══ Data shown ══

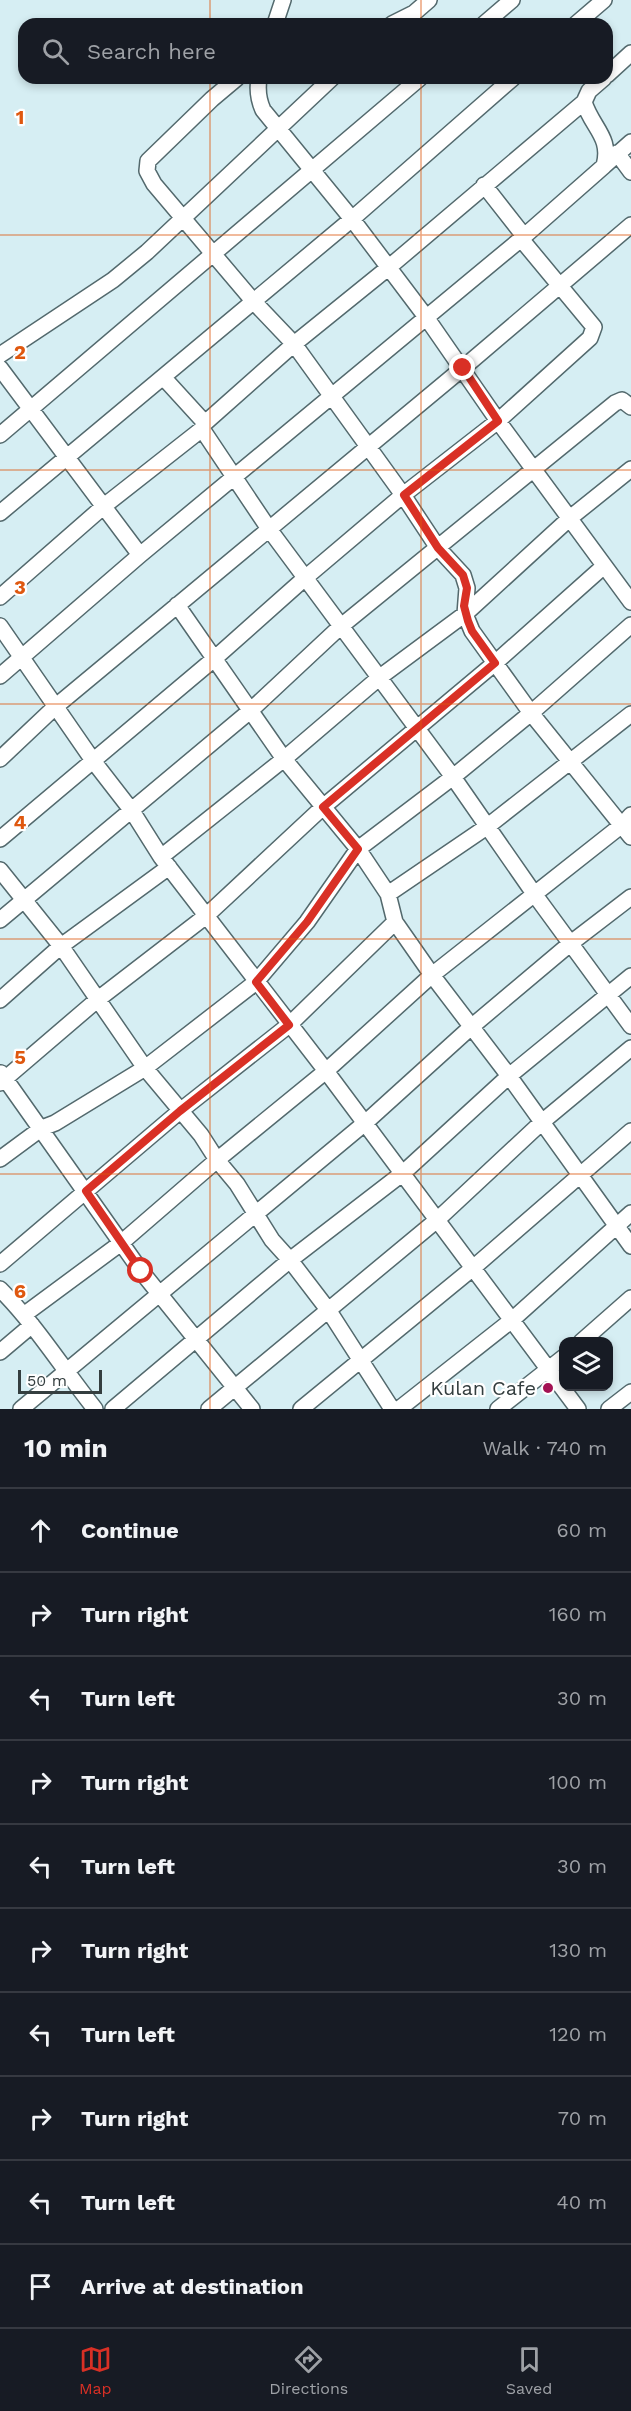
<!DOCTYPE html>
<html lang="en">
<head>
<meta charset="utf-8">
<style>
  :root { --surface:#171b24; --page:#20242c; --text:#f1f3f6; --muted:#9ea1a6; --line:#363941; --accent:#d93025 }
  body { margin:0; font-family:"Work Sans",sans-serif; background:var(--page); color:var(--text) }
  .controls { position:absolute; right:18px; bottom:18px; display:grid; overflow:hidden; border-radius:12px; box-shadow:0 3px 9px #0003 }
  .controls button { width:54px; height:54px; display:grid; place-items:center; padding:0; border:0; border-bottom:2px solid var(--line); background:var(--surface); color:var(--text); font:30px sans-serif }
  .scale { position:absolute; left:18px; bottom:15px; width:84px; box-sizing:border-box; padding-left:6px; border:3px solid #343e3f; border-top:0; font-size:16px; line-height:21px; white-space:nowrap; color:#343e3f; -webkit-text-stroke:4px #fff; paint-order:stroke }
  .stop { position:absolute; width:18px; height:18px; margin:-14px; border:4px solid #d93025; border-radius:50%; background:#fff }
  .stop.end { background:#d93025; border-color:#fff; box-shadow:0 2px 6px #0008 }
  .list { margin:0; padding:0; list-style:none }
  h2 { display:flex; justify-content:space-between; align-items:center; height:78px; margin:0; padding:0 24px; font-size:26px }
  h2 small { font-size:20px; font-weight:400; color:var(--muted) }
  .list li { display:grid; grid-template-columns:39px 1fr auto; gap:18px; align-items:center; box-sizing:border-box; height:84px; padding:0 24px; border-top:2px solid var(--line) }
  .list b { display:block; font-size:22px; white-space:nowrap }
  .list em { font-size:20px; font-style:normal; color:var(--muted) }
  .icon { flex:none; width:33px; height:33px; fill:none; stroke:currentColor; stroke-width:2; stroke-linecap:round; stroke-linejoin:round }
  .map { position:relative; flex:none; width:631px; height:1409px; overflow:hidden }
  .search { position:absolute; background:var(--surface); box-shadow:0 3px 9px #0003; left:18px; right:18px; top:18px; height:66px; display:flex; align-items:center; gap:15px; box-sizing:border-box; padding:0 21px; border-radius:18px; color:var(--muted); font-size:22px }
  .sheet { height:918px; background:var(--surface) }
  nav { display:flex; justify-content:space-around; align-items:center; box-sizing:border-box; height:84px; border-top:2px solid var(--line); background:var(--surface); font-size:16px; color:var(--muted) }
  nav a { display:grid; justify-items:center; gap:3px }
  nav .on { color:var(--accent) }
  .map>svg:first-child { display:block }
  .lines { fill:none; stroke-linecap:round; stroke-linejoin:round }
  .minor-casing { stroke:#53696d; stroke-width:18 }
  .minor { stroke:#fff; stroke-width:15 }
  .route { stroke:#d93025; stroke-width:8 }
  .grid { fill:none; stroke:#df580f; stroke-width:1.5; stroke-opacity:0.55 }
  .poi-dot { fill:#a31153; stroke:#fff; stroke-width:2 }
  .labels { text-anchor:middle; stroke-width:4.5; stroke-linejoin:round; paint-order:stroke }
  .poi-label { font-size:20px; fill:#343e3f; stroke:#fff; text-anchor:end }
  .grid-label { font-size:20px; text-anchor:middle; font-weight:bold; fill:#df580f; stroke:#fff; stroke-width:4.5; stroke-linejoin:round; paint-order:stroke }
</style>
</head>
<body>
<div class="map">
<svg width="631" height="1409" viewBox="0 0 631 1409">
  <rect width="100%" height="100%" fill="#d6eef3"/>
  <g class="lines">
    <defs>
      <path id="minor" d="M275,24L283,0
        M392,24L414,13L429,0
        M484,24L512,0
        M576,24L604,0
        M607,75L631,53
        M237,78L212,99L148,161L147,171L154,184L254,302L294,344L403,495L438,548L463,575L467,588L465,614L472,631L531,713L631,837
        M259,78C257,90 258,99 263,110L352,219L426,317L498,421L631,602
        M617,153L631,172
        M604,166L631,142
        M484,185L524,236
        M0,355L113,280L147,252L332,78
        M0,368L140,555
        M163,377L205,423
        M202,429L269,529L453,777L535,895L631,1026
        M0,435L420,78
        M0,513L352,219L513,78
        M0,597L104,506L202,429L205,423L294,344L388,268L584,102
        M177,605L284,759L358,849L388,894L395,922L432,975L509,1076L631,1246
        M0,626L94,762L132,811L161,857L326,1071L578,1409
        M0,676L140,555L521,239L604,166C612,137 592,128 584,102L589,91L604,78
        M0,759L55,707L463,368L631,225
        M0,839L214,659L305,578L403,495L498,421L590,338L594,327L521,239
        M161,857L284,759L380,677L465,614L570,518L631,469
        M0,870L61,946L145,1068L201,1135L217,1160L237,1184L272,1240L290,1260L329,1311L392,1409
        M388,894L488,826L631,714
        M0,920L250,711L340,627L615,403L622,400L631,407
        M0,1000L61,946L169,867
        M1,1073L141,1271L252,1409
        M0,1083L97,1000L206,916L323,807L495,663L604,566
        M0,1159L42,1128L55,1123L145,1068L256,982L307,922L358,849L453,777L531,713L631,625
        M0,1264L180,1111L289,1025L395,922
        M0,1289C36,1325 63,1369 95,1409
        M25,1314L121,1243L217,1160L326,1071L432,975L622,825L631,815
        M581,1342L631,1298
        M0,1352L32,1325
        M21,1409L365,1123L470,1028L571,943L631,897
        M113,1409L290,1260L403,1173L509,1076L631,976
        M209,1409L437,1220L542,1122L631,1048
        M301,1409L473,1268L631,1131
        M399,1409L512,1320L631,1213
        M498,1409L564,1357
        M609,1409L631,1392"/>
    </defs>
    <use href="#minor" class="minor-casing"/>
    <use href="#minor" class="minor"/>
  </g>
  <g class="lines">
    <path class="route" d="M141,1271L86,1191L180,1111L289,1025L256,982L307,922L358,849L323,807L495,663L472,631L468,621L464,606L467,588L463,575L438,548L404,495L498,421L463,368"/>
  </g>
  <path class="grid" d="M210,0V24M421,0V24M210,78V1409M421,78V1409M0,235H631M0,470H631M0,704H631M0,939H631M0,1174H631"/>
  <circle class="poi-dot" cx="548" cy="1388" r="6"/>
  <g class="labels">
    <g class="poi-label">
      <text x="536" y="1395">Kulan Cafe</text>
    </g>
  </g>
  <g class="grid-label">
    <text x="20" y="124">1</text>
    <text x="20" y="359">2</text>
    <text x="20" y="594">3</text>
    <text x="20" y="829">4</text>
    <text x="20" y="1064">5</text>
    <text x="20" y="1298">6</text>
  </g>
</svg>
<div class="controls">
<button><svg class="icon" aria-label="layers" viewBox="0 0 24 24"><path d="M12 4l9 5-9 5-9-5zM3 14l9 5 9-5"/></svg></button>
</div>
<div class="scale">50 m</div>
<div class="stop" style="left:141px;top:1271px"></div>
<div class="stop end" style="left:463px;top:368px"></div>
<div class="search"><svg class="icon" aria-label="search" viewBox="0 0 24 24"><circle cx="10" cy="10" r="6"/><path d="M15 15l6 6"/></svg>Search here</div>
</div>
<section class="sheet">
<h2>10 min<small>Walk · 740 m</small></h2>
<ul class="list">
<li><svg class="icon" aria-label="ahead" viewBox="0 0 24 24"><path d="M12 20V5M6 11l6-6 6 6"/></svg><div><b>Continue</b></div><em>60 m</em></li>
<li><svg class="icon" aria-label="right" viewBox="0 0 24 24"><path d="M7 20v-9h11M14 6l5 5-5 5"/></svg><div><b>Turn right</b></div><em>160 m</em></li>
<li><svg class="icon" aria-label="left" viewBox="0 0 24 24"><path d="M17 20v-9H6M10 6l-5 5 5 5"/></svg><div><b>Turn left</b></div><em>30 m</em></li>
<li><svg class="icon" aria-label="right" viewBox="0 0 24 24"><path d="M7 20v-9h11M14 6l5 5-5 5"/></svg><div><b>Turn right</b></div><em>100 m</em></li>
<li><svg class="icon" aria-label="left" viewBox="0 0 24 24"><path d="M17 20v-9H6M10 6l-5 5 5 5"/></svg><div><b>Turn left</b></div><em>30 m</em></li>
<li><svg class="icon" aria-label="right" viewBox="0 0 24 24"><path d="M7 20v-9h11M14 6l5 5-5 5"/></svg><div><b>Turn right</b></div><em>130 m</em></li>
<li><svg class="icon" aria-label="left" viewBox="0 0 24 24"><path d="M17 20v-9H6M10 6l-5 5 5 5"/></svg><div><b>Turn left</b></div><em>120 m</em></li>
<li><svg class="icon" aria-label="right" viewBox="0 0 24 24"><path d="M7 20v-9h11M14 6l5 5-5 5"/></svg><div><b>Turn right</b></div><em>70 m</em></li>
<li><svg class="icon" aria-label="left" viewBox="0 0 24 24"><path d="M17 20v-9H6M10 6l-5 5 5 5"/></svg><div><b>Turn left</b></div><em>40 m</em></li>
<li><svg class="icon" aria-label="arrive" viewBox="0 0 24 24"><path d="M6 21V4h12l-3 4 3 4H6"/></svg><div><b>Arrive at destination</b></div></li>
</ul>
</section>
<nav>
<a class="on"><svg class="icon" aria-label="map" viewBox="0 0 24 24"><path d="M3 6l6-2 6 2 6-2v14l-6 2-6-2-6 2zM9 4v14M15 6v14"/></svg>Map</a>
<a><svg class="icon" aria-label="directions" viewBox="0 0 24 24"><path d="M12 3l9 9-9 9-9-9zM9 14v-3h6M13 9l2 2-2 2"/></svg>Directions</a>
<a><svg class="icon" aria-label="saved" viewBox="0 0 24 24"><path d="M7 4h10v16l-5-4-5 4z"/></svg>Saved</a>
</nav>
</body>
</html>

═══

- [Problem to work on]: Once you have checked each line above for the string "white", state how many lines contain it and add nothing more.

- [Response area]: 2